━━ Dataset excerpts

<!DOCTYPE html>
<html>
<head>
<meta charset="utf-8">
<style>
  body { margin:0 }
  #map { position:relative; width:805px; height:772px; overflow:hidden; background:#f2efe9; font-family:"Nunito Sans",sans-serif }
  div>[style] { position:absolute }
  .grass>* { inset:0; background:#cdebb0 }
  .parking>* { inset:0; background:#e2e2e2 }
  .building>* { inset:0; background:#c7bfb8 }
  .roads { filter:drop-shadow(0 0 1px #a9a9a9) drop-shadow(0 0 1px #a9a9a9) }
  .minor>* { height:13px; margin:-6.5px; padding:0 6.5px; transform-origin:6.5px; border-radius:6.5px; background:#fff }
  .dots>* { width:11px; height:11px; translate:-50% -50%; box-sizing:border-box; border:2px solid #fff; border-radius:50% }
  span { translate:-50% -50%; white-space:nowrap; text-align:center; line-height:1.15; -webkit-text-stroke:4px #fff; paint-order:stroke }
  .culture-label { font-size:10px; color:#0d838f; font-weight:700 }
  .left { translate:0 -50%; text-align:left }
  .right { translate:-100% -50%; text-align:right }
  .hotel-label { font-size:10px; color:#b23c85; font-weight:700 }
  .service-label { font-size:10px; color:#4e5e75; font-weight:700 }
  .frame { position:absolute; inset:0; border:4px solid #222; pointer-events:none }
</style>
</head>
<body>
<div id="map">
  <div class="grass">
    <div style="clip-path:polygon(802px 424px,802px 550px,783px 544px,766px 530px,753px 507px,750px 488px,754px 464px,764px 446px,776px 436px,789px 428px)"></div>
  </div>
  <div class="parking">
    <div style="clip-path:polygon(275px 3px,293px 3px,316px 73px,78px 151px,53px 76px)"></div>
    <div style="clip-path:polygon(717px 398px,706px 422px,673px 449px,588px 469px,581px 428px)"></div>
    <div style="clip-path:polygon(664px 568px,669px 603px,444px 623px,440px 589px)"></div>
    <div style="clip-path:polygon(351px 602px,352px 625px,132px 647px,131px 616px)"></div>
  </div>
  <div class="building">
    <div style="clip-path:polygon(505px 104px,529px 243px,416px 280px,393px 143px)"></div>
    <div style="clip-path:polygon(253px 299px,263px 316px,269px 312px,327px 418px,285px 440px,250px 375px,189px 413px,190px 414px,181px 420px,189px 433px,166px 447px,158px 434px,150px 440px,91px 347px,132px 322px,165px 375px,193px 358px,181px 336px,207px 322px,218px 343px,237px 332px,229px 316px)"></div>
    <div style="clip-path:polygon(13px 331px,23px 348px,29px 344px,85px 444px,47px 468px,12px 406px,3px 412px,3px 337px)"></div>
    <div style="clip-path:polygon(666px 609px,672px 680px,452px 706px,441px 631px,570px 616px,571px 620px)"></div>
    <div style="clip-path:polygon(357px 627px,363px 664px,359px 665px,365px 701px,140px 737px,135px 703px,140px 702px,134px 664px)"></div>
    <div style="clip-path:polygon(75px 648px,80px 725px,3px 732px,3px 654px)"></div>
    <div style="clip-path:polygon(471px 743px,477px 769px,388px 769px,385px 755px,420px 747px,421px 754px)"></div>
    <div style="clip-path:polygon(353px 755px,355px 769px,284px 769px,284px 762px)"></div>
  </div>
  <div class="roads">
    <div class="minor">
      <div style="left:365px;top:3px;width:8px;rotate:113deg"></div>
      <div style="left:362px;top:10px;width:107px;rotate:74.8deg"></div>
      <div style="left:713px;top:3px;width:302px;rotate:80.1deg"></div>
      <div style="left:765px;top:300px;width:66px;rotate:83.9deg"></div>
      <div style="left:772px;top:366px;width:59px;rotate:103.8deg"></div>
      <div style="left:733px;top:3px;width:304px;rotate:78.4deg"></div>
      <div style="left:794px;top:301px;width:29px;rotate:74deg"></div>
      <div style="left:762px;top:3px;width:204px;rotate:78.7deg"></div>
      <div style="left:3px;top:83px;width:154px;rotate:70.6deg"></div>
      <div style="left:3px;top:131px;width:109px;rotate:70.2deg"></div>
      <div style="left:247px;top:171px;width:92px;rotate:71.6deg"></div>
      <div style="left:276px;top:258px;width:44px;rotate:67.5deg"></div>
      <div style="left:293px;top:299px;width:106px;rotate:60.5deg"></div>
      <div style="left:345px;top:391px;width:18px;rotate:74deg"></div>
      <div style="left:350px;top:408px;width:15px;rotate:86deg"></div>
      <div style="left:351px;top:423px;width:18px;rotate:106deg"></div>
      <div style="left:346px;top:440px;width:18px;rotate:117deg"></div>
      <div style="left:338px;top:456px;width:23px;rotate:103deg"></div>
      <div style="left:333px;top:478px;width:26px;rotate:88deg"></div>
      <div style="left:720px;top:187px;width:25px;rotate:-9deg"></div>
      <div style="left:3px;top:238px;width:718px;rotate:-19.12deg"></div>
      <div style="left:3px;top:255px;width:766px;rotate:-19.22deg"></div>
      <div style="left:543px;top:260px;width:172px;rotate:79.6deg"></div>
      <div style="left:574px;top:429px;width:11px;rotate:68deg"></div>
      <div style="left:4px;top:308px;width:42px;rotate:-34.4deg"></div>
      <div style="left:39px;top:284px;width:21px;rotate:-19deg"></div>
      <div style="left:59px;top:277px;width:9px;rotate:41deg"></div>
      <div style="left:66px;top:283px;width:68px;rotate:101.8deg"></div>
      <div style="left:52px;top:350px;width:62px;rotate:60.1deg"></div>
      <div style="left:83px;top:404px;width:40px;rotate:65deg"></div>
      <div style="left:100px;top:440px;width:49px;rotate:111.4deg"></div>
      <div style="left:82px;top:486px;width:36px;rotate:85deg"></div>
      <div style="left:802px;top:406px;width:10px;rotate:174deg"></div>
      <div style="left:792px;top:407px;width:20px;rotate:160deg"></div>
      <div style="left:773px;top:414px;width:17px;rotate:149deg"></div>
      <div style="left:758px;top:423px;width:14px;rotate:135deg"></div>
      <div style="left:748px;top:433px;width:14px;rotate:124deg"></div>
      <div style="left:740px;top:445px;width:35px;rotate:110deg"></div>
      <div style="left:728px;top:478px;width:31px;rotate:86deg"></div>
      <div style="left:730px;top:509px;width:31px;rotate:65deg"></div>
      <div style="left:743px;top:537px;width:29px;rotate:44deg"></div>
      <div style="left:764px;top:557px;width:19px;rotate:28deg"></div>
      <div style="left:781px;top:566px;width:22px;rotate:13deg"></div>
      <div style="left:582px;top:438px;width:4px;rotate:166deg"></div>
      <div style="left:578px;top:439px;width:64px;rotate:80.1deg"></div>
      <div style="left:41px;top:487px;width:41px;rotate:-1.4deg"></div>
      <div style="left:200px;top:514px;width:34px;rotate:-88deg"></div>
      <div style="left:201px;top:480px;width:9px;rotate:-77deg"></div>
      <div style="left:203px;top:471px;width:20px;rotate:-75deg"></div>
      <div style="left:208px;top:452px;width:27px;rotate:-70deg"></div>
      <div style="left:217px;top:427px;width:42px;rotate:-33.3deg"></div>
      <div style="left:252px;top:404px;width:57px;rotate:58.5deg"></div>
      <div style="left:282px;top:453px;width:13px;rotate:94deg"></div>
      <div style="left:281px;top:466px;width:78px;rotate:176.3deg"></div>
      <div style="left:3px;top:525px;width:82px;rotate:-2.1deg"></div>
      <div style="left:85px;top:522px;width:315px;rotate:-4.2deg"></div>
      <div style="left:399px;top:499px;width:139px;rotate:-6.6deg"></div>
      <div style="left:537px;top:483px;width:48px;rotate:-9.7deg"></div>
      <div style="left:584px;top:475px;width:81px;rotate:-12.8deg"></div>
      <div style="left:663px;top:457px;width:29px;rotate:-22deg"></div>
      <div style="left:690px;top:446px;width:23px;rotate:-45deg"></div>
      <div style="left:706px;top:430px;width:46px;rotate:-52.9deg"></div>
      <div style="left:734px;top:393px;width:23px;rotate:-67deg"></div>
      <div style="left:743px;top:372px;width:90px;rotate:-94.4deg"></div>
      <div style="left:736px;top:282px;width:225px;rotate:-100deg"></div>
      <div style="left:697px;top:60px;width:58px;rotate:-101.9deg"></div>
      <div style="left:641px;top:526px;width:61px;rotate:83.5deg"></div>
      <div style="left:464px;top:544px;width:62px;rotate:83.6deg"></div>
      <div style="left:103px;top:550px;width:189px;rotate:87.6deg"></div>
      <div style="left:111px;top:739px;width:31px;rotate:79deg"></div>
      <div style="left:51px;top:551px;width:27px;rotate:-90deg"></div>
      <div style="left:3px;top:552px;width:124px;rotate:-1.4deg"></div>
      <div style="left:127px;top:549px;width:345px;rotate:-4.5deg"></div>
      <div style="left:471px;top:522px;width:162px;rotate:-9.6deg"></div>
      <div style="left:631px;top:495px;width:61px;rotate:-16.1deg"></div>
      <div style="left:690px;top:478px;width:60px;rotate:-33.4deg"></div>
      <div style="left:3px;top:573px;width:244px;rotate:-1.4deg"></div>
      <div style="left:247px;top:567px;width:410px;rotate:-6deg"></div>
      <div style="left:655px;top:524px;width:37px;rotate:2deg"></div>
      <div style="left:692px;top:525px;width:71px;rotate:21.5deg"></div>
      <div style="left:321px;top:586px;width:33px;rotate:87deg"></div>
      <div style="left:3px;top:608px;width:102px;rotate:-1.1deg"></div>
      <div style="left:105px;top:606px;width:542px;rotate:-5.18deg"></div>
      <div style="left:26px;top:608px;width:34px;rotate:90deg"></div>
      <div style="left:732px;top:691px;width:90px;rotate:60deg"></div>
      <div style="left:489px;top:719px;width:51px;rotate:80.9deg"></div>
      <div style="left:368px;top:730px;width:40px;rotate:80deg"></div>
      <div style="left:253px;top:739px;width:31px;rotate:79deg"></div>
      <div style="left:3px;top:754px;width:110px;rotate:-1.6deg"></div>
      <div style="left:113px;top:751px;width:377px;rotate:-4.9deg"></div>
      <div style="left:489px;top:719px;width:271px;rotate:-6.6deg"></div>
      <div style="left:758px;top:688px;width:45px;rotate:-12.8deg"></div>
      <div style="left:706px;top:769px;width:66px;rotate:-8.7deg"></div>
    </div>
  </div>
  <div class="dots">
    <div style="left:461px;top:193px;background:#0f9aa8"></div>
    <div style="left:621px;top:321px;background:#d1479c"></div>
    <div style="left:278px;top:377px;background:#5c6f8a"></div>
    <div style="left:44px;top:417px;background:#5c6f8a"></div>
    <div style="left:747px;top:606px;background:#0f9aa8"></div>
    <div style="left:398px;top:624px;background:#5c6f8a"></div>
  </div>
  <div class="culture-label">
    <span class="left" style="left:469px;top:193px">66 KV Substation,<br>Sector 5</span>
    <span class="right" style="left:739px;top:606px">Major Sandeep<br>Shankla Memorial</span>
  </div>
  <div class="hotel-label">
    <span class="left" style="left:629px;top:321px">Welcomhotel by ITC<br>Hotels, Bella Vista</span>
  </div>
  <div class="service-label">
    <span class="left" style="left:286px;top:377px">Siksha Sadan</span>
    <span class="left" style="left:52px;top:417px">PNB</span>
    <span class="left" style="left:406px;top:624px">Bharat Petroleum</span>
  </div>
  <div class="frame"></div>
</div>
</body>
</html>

━━━━

_Your task_. Word for word, restate the entries from the first line to the line that has "position:relative; width:805px; height:772px;", both included, and nothing else.

_Answer box_.
<!DOCTYPE html>
<html>
<head>
<meta charset="utf-8">
<style>
  body { margin:0 }
  #map { position:relative; width:805px; height:772px; overflow:hidden; background:#f2efe9; font-family:"Nunito Sans",sans-serif }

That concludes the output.